- [Your instructions]: Repeat exactly, and only, the lines of the entries below from the one with "Please mark the" through the one with "Where are all", both ends included.

- [Supplied material]:
---------------
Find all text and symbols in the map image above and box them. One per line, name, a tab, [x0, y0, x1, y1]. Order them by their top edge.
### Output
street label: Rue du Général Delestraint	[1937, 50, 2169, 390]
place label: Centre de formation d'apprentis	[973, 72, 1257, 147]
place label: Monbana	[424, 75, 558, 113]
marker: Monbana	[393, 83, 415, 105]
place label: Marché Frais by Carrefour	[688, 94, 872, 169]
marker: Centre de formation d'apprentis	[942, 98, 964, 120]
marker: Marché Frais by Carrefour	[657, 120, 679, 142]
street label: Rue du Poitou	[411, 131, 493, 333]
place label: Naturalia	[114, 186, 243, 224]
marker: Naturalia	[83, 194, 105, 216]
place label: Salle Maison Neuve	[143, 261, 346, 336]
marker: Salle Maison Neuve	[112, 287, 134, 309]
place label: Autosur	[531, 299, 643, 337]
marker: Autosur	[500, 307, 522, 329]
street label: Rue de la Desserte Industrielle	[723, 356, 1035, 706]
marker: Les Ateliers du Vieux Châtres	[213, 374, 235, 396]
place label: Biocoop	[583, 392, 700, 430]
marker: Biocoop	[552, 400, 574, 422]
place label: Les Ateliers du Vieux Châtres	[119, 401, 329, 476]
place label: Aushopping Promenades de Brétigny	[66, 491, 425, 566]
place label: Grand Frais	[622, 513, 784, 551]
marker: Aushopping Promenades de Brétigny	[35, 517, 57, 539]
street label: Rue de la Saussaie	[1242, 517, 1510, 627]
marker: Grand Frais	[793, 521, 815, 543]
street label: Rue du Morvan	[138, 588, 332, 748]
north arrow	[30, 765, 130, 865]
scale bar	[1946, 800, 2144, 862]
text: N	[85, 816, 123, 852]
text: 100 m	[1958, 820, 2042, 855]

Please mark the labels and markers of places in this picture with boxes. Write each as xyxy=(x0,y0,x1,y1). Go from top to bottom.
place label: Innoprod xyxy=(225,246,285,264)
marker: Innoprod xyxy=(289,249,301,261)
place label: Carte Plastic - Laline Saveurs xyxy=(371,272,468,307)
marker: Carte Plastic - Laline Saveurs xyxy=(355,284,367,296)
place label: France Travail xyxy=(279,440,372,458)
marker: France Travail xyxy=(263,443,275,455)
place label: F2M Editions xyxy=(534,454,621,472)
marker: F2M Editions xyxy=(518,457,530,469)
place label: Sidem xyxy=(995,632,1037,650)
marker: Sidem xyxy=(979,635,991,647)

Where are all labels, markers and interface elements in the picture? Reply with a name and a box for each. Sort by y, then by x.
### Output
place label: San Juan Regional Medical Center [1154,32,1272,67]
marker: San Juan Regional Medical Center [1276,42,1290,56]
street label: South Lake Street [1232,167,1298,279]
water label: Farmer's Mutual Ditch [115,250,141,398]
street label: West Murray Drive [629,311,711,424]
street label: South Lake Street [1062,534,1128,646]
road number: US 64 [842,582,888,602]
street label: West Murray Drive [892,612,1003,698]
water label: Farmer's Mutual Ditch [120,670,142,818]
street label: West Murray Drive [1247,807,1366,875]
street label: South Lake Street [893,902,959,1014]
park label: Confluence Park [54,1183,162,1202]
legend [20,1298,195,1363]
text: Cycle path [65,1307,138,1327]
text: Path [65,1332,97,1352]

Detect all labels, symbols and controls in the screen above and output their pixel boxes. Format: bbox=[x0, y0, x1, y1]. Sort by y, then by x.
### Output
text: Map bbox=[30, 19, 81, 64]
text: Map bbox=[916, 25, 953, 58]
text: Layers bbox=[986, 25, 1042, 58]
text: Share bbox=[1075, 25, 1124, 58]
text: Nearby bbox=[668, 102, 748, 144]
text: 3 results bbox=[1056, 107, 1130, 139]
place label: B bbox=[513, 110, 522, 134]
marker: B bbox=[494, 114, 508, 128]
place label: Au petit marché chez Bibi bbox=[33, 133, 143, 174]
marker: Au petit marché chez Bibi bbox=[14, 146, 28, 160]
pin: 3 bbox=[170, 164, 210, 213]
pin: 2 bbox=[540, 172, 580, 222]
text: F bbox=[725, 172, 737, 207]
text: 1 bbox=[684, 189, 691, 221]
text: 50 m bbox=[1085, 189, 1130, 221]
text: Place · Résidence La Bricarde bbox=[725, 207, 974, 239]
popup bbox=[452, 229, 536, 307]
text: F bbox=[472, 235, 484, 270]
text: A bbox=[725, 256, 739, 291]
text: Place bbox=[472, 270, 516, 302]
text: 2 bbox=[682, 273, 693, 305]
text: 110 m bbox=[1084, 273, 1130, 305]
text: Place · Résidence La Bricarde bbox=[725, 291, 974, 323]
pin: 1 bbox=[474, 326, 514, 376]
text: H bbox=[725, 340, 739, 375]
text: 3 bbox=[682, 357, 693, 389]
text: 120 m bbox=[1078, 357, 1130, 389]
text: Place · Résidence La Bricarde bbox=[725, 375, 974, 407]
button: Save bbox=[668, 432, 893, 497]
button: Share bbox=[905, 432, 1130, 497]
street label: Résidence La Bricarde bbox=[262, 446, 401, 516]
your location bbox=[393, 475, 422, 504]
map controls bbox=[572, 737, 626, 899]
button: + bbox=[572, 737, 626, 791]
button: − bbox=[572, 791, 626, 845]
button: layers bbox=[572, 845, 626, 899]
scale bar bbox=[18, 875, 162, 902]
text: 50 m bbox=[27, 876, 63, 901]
---------------
- [Finished task]:
Please mark the labels and markers of places in this picture with boxes. Write each as xyxy=(x0,y0,x1,y1). Go from top to bottom.
place label: Innoprod xyxy=(225,246,285,264)
marker: Innoprod xyxy=(289,249,301,261)
place label: Carte Plastic - Laline Saveurs xyxy=(371,272,468,307)
marker: Carte Plastic - Laline Saveurs xyxy=(355,284,367,296)
place label: France Travail xyxy=(279,440,372,458)
marker: France Travail xyxy=(263,443,275,455)
place label: F2M Editions xyxy=(534,454,621,472)
marker: F2M Editions xyxy=(518,457,530,469)
place label: Sidem xyxy=(995,632,1037,650)
marker: Sidem xyxy=(979,635,991,647)

Where are all labels, markers and interface elements in the picture? Reply with a name and a box for each. Sort by y, then by x.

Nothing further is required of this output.